Pinboard schedule gating conditions in practice

When you schedule a pinboard job, you can add a gating condition that triggers the pinboard email. If the condition evaluates to true at the scheduled time, ThoughtSpot emails the pinboard to the specified recipients. If it evaluates to false, ThoughtSpot does not send the pinboard.

This article walks you through an example scenario in which you use a gating condition to determine whether to email the pinboard, sending an alert to specified users.

Gating condition functionality

A gating condition is a statement that returns a single boolean value (true or false). For example, sum (revenue) > 100 is a valid condition, but is_weekend (commit_date) is not, since it returns a result per row of data. You can use any data source (table, worksheet, or view) for the gating condition, since ThoughtSpot executes the query as an admin with access to all data sources. The gating condition formula and any tables you use in it do not need to be related to the pinboard the gating condition is for. You can use any valid formula in your statement. ThoughtSpot checks the formula syntax, but does not validate if the formula returns a valid single boolean.

At the scheduled time, ThoughtSpot executes the gating condition query as an admin user. If the condition evaluates to true, ThoughtSpot processes the Pinboard.

For a list of valid formulas, see Formula function reference.

Gating condition example

You can leverage gating conditions to send alerts. For example, you begin to notice invalid data appearing in your recent data loads, even though they seem to be successful.

You can validate the data you load by setting several business rules. For example:

  • Sales validation: The sum of sales today versus the sum of sales yesterday should not vary by more than 20%. A higher amount of variance is unlikely, and probably the result of invalid data.

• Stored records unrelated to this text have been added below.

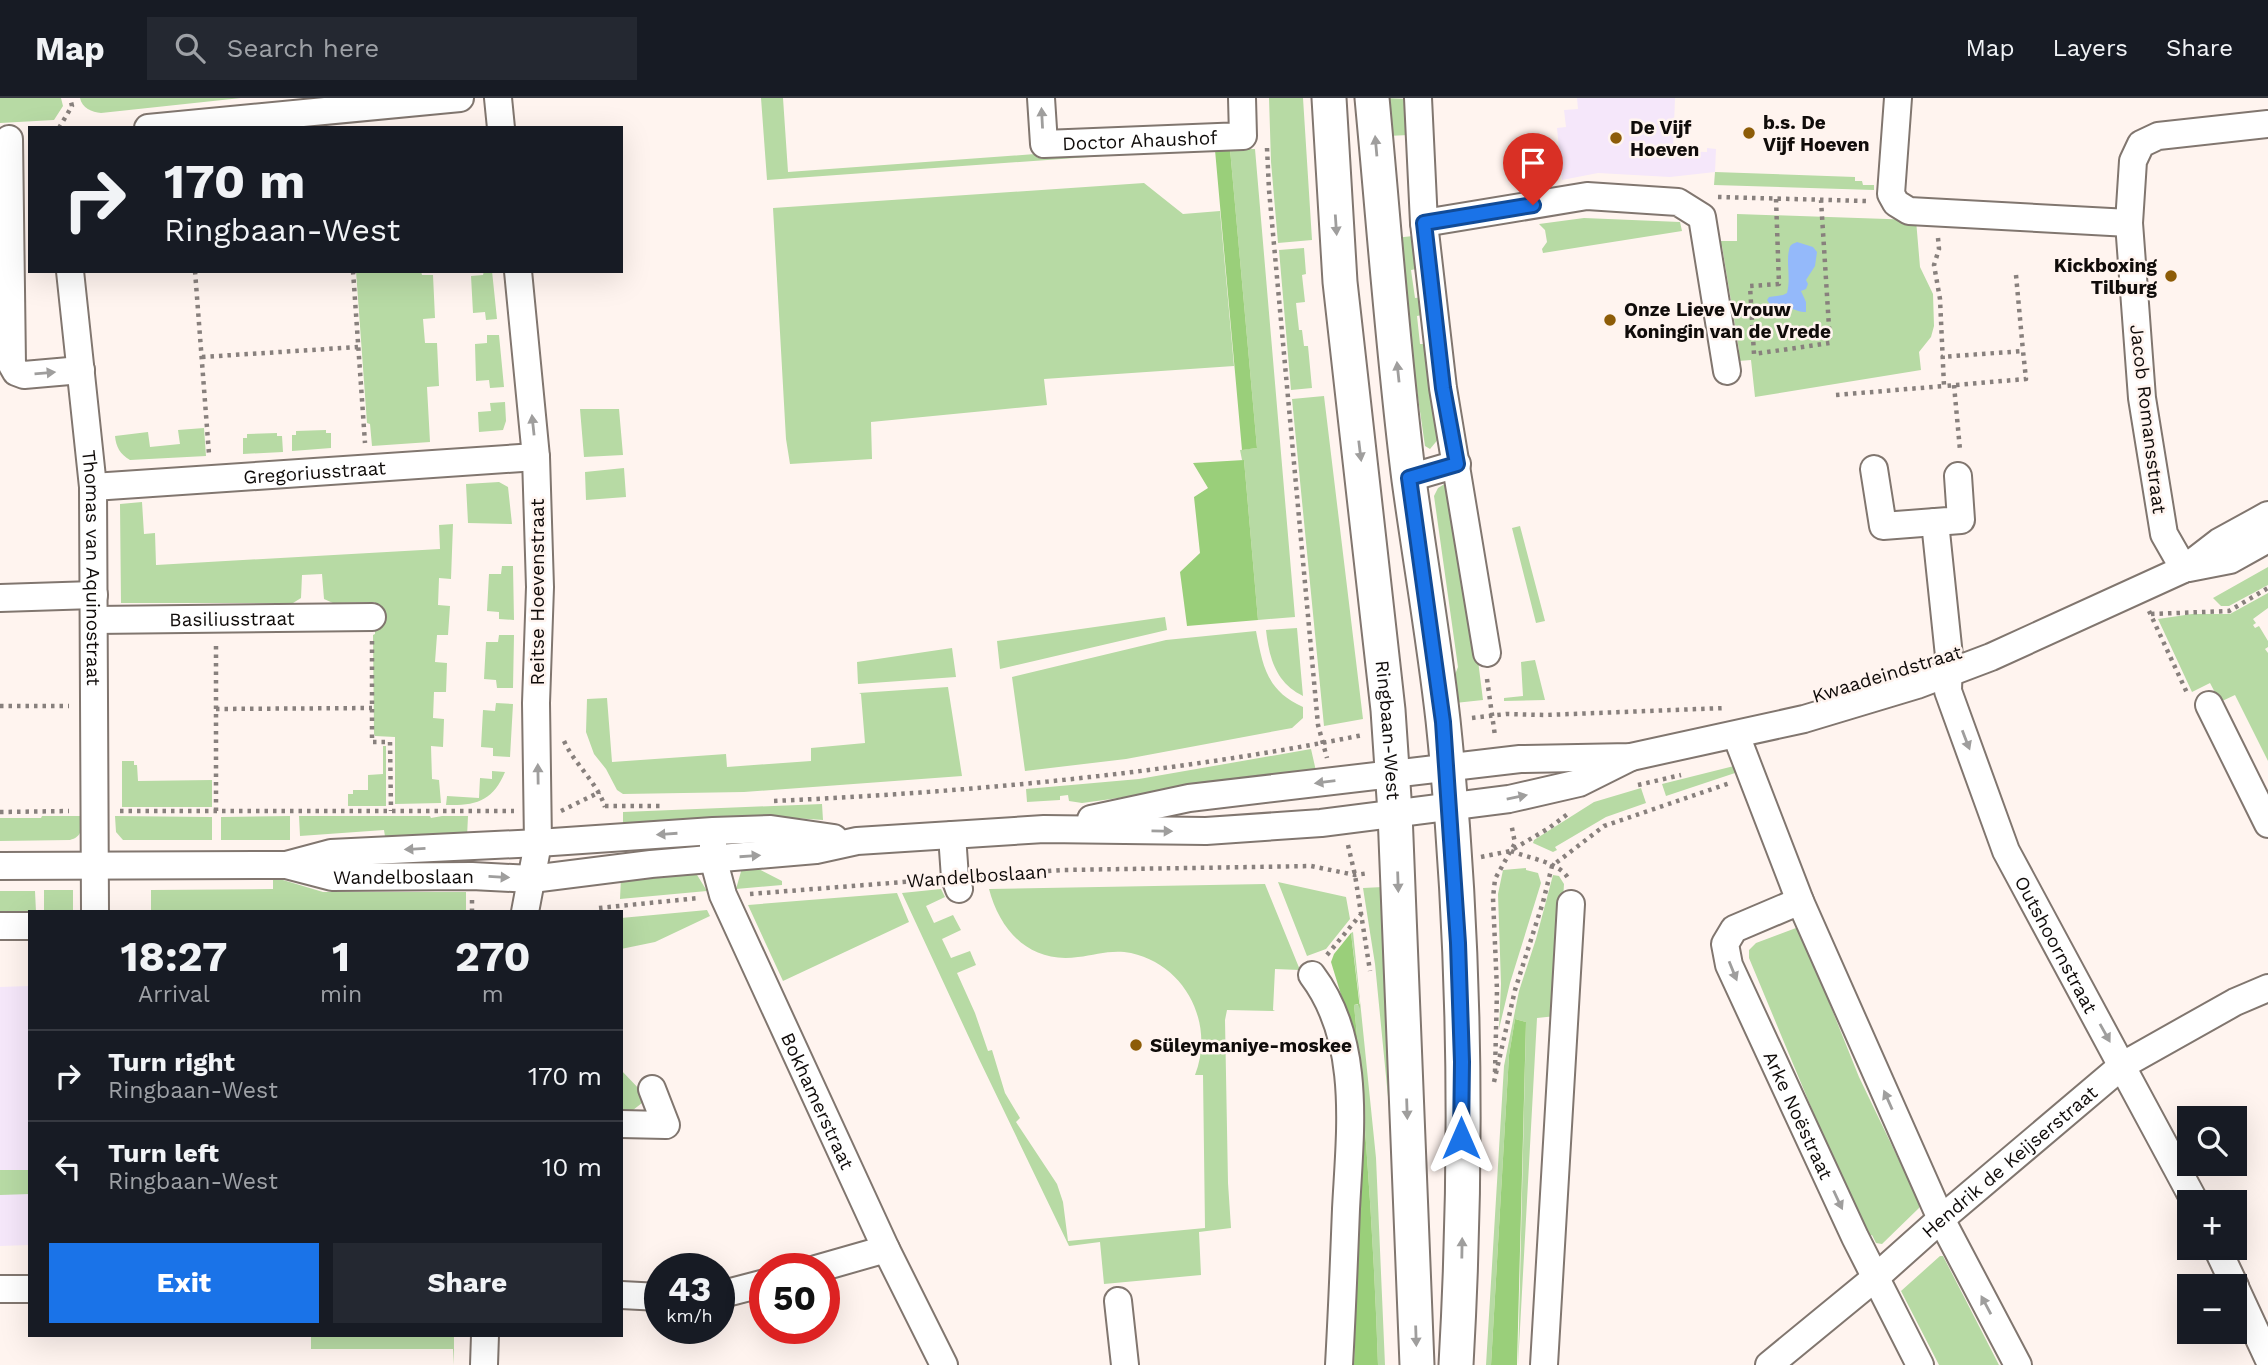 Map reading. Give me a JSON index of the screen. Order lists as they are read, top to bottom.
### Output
{
  "streets": {
    "main road": ["Ringbaan-West"],
    "street": [
      "Doctor Ahaushof",
      "Jacob Romansstraat",
      "Gregoriusstraat",
      "Thomas van Aquinostraat",
      "Reitse Hoevenstraat",
      "Basiliusstraat",
      "Kwaadeindstraat",
      "Wandelboslaan",
      "Outshoornstraat",
      "Bokhamerstraat",
      "Arke Noëstraat",
      "Hendrik de Keijserstraat"
    ]
  },
  "crossings": [
    ["Jacob Romansstraat", "Kwaadeindstraat"],
    ["Gregoriusstraat", "Thomas van Aquinostraat"],
    ["Gregoriusstraat", "Reitse Hoevenstraat"],
    ["Thomas van Aquinostraat", "Basiliusstraat"],
    ["Thomas van Aquinostraat", "Wandelboslaan"],
    ["Reitse Hoevenstraat", "Wandelboslaan"],
    ["Kwaadeindstraat", "Ringbaan-West"],
    ["Kwaadeindstraat", "Wandelboslaan"],
    ["Kwaadeindstraat", "Outshoornstraat"],
    ["Ringbaan-West", "Wandelboslaan"],
    ["Wandelboslaan", "Bokhamerstraat"],
    ["Outshoornstraat", "Hendrik de Keijserstraat"],
    ["Arke Noëstraat", "Hendrik de Keijserstraat"]
  ],
  "one_way": ["Reitse Hoevenstraat"],
  "places": [
    "b.s. De Vijf Hoeven",
    "De Vijf Hoeven",
    "Kickboxing Tilburg",
    "Onze Lieve Vrouw Koningin van de Vrede",
    "Süleymaniye-moskee"
  ],
  "page": {
    "header": "Map",
    "search": "Search here",
    "nav": ["Map", "Layers", "Share"],
    "turn": ["170 m", "Ringbaan-West"],
    "eta": [
      "18:27",
      "Arrival",
      "1",
      "min",
      "270",
      "m"
    ],
    "list": [
      {
        "name": "Turn right",
        "note": "Ringbaan-West",
        "value": "170 m"
      },
      {
        "name": "Turn left",
        "note": "Ringbaan-West",
        "value": "10 m"
      }
    ],
    "map_buttons": ["+", "−"],
    "buttons": ["Exit", "Share"],
    "speed": "43 km/h",
    "limit": "50"
  }
}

  • Product validation: The unique product count should be greater than 4000 but less than 5500. Your company’s product count is within that range; any more or less is the result of invalid data.

  • Customer validation: The unique customer count should be greater than 20000. Your company has more than 20000 customers; any fewer is the result of invalid data.

You can create a view with these business rules, and then create a pinboard schedule with a gating condition that references these rules. Then, the pinboard schedule notifies the specified recipients if any of these rules is not met, suggesting a problem with invalid data.

Create a view

After you determine your business rules, create a view that includes these rules. This makes the gating condition formula much simpler and ensures that the formula returns a single result, rather than multiple rows of data.

Gating condition view example

This answer, saved as a view, contains multiple formulas that help determine if a sales, product, or customer exception occurred. The sales exception formula uses the delta sales % formula, which in turn uses the max sales and max sales -1 formulas. Because of the complexity of these formulas, it is easier to create a view that you can reference for this gating condition (or multiple gating conditions), rather than trying to create one complicated formula defining the 3 exceptions in the gating condition itself.

In the image above, the sales and customer exceptions are true, which should result in an alert after you create the pinboard schedule with the gating condition.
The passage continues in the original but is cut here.